By Christine Kukka
It’s Sexual Health Awareness month and a great time to test your knowledge about how hepatitis B is — and isn’t — spread sexually.
We know hepatitis B is easily transmitted through sex. It’s a resilient virus, can live for up to a week on a dry surface and it’s 50- to 100-times more infectious than HIV. In fact, sexual contact is the most common way hepatitis B is spread in the United States. So let’s see how much you know:
I’m in my 20s and can safely assume everyone has been vaccinated against hepatitis B, so I don’t have to disclose my infection. True or False?
False. New hepatitis B cases have indeed been steadily declining since the vaccine was introduced in the 1980s, but not everyone has been vaccinated. Here’s proof. As a result of the heroin epidemic sweeping through rural America, new hepatitis B infections have risen for the first time in decades among 20- and 30-year-olds who were not lucky enough to be immunized during childhood.
Oral sex doesn’t transmit hepatitis B. True or False?
It’s complicated. There are no confirmed reports of hepatitis B infection resulting from oral sex, but there’s still a risk for infection. If you have a high viral load (HBV DNA), you may still be putting partners at risk of infection if they have bleeding gums, mouth sores, or anything that increases the likelihood of infectious fluids entering their bodies. Bottom line, oral sex has a lower risk of spreading hepatitis B than other sexual practices, but some risk remains. And don’t forget, other sexually-transmitted infections such as chlamydia, gonorrhea and syphilis are spread through oral sex. Using a condom or dental dam reduces infection risk.
An uninfected woman is at higher risk of catching hepatitis B from an infected male partner, than an uninfected man who has sex with an infected woman. True or False?
True. It’s not gender but sexual activity that usually defines the infection risk, but in this case an uninfected woman is at very high risk of infection if she has unprotected sex and is on the receiving end of hepatitis B-infected semen.
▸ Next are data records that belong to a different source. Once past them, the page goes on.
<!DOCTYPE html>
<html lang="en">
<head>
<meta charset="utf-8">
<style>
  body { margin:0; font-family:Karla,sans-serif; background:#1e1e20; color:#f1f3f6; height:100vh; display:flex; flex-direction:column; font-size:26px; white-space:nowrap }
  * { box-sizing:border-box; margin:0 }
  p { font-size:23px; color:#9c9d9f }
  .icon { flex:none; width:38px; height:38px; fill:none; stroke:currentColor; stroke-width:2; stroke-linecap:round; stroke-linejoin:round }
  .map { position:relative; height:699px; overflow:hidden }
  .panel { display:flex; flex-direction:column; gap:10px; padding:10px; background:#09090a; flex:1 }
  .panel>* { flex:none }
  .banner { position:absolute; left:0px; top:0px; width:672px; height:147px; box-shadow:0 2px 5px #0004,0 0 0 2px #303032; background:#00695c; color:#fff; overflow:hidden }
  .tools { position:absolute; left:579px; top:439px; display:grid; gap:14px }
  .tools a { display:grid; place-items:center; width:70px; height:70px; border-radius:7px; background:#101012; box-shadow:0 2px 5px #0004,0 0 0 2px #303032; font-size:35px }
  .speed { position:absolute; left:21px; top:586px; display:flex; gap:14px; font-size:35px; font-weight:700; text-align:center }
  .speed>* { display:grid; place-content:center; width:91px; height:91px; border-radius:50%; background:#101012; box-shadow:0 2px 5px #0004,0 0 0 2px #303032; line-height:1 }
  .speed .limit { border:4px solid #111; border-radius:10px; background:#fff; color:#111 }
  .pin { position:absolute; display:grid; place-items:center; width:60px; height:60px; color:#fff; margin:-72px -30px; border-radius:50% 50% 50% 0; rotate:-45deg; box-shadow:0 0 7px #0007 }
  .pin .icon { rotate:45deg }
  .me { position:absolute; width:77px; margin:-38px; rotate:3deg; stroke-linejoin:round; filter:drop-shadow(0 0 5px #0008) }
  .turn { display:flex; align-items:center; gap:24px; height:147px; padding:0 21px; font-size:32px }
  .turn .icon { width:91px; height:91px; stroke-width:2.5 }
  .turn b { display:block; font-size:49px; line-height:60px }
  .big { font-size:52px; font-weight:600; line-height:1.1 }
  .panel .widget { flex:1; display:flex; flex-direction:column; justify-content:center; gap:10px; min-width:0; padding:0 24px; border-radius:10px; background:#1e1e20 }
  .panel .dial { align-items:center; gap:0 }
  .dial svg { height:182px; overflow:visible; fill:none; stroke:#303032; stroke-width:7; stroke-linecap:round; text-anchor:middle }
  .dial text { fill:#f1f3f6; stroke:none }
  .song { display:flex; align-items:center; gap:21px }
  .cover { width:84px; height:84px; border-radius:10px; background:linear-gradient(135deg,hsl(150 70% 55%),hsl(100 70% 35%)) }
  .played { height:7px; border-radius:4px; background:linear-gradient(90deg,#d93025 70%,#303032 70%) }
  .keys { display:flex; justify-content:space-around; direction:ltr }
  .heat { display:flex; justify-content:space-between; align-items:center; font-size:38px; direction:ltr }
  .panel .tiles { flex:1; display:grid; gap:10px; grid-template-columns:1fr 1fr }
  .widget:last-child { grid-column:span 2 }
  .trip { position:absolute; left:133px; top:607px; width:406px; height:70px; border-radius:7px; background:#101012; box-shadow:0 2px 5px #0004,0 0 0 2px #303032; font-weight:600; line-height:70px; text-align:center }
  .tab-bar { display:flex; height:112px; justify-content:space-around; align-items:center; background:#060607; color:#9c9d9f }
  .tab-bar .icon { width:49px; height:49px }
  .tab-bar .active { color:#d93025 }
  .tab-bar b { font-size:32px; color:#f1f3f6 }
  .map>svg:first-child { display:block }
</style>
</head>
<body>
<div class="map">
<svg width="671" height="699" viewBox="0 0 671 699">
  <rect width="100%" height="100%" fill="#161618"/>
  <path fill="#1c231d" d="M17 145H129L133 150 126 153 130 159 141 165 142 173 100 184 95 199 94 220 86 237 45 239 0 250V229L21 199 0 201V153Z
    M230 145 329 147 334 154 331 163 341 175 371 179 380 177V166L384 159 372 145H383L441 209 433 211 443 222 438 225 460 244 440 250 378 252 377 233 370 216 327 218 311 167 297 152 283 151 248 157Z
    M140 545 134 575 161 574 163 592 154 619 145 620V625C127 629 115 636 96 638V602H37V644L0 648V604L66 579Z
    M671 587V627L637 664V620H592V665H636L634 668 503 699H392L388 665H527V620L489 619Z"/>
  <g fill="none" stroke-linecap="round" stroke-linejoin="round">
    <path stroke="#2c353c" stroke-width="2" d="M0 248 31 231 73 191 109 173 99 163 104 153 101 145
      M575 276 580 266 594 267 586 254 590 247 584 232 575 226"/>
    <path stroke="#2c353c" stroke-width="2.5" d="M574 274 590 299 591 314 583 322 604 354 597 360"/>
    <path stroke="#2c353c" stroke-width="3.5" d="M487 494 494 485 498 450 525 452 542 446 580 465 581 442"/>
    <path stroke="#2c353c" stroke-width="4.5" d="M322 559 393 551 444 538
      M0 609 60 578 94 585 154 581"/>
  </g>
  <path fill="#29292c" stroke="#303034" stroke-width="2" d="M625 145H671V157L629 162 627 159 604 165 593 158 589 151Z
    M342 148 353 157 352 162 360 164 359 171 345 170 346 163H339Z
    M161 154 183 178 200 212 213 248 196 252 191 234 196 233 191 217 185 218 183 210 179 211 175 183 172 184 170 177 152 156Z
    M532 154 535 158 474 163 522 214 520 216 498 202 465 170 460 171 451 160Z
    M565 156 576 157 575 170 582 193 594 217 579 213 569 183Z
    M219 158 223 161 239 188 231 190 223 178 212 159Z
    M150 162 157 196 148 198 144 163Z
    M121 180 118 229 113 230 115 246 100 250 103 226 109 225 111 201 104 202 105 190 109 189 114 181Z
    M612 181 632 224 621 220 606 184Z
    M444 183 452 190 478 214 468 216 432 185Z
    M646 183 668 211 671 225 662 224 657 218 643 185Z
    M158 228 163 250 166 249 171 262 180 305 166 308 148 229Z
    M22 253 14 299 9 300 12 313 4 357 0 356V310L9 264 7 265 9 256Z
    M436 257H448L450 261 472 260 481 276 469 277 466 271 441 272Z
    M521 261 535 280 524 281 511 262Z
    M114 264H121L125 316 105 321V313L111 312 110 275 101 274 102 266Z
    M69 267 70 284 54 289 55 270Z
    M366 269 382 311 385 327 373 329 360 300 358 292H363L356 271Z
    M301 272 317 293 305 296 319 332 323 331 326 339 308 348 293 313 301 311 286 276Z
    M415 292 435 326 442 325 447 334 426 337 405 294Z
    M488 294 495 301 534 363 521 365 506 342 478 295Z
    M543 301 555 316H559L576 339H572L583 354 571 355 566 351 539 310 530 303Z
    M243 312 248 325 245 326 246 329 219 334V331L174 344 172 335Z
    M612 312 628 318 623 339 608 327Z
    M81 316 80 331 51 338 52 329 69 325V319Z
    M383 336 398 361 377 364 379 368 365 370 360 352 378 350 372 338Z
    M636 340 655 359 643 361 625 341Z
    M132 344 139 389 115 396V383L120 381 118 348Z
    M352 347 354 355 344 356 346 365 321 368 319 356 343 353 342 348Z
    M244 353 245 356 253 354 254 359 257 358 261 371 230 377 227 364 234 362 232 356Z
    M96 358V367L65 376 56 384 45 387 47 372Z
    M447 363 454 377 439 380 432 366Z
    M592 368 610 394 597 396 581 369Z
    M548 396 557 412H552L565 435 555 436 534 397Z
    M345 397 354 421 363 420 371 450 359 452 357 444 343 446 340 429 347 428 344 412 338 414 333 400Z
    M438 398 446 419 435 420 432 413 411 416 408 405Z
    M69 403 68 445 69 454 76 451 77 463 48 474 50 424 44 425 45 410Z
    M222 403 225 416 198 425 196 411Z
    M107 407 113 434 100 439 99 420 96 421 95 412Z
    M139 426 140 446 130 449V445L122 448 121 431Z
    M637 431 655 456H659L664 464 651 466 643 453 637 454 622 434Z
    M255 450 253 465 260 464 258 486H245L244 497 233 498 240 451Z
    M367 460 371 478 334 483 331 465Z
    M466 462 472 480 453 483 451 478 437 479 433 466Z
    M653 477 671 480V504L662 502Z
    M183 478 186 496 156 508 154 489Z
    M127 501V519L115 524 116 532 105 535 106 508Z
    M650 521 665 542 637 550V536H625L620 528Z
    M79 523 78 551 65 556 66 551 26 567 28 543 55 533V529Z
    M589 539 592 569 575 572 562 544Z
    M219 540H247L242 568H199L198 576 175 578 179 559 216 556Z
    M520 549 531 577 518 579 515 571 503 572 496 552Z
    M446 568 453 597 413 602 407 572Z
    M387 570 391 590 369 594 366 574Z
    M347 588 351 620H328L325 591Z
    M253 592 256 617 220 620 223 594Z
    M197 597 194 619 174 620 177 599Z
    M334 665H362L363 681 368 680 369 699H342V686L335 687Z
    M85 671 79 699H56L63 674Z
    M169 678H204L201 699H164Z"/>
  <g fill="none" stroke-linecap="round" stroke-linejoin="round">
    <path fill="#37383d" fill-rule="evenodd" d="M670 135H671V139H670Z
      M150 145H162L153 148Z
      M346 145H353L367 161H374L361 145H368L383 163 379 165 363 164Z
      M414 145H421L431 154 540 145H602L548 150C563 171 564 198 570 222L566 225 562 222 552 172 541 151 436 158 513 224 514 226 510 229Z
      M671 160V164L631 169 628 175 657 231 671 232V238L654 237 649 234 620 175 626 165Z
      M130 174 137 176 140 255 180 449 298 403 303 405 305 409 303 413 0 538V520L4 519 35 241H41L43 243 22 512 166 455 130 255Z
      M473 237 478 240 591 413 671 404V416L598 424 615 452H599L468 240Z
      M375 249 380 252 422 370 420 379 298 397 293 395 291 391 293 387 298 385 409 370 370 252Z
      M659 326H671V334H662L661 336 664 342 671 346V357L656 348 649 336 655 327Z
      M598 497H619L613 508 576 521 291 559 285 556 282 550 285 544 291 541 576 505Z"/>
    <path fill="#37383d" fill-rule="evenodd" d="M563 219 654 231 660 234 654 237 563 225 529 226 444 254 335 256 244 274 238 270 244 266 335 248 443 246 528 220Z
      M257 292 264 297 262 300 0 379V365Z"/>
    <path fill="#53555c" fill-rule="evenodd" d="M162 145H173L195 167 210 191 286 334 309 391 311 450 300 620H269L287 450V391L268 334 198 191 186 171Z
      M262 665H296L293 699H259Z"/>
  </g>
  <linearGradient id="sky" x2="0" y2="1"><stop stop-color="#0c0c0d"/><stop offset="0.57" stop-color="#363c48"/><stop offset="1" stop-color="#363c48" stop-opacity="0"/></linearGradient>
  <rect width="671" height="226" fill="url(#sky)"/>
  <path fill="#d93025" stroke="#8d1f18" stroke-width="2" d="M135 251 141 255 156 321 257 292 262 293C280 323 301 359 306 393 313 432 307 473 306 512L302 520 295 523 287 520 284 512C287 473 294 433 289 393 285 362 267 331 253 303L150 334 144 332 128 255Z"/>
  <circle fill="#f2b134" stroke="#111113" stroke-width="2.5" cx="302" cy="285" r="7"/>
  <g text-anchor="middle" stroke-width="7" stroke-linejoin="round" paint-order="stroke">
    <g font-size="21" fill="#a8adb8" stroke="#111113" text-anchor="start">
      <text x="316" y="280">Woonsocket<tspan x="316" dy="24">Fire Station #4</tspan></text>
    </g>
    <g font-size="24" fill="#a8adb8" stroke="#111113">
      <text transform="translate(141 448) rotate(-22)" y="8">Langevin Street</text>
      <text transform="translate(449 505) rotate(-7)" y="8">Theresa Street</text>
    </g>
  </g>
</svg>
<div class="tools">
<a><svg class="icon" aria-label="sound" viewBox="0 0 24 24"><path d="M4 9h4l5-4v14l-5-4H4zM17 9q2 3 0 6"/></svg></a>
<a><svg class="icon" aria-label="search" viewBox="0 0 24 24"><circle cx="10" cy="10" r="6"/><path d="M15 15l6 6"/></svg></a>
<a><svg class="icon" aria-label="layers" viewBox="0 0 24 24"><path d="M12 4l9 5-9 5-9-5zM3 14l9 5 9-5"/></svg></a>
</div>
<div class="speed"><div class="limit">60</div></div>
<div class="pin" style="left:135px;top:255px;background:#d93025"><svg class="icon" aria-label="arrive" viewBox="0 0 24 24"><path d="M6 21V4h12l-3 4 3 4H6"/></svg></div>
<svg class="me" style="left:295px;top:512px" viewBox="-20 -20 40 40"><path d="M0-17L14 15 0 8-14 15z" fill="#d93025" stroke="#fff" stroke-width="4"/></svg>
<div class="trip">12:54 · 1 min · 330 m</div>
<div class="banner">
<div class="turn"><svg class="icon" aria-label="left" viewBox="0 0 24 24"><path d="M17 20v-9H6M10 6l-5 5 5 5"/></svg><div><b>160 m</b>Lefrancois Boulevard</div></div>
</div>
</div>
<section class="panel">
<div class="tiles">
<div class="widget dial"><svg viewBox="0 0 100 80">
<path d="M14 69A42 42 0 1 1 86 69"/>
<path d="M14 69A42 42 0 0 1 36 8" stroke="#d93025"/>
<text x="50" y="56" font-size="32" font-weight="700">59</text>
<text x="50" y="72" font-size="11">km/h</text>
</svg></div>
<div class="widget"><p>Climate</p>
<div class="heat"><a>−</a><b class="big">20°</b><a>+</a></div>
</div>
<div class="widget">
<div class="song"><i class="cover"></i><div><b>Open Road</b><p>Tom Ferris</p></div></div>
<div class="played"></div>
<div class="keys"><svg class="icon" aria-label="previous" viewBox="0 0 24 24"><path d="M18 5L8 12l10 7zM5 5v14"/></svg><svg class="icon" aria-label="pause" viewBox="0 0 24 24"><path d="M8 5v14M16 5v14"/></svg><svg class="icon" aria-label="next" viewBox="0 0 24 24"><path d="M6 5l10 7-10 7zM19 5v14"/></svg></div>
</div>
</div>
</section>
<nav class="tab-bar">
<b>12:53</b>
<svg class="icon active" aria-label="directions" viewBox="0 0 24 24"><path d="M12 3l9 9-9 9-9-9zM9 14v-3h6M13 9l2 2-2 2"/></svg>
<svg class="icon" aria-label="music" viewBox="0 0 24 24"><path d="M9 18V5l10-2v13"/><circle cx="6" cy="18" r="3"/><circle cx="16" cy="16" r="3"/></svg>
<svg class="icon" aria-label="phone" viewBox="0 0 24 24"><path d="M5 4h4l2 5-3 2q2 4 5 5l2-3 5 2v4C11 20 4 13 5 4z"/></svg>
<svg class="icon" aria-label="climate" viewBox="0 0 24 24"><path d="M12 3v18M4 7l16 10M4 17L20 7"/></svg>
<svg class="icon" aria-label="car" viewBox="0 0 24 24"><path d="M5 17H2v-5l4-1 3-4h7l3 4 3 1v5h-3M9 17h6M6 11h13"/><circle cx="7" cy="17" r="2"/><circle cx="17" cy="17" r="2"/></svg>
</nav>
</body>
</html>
I’m positive for the hepatitis B surface antigen (HBsAg), but my viral load is undetectable. I don’t have to worry about disclosing or spreading hepatitis B. True or False?
False. As long as you test positive for the surface antigen, you still have the hepatitis B virus in your blood and body fluids. Yes, the risk is lower because you’re HBV DNA-undetectable, but you still need to practice safe sex and disclose your hepatitis B to your prospective sexual partners.
Anal sex is more effective at transmitting hepatitis B than vaginal sex. True or False?
True. Any sexual activity that might cause abrasions, cuts, or other trauma is especially risky. To minimize risk, experts recommend use of a condom.
Kissing can transmit hepatitis B. True or False?
False. Spreading hepatitis B through kissing is highly unlikely, however, deep kissing that involves the exchange of large amounts of saliva might result in infection if there are cuts or abrasions in the mouth of the infected person, especially if they have a high viral load.
Blood has more hepatitis B virus in it than semen or vaginal fluids. True or False?
True. Blood has the highest volume of virus. Semen and vaginal fluids have intermediate levels, and urine and feces have the lowest level.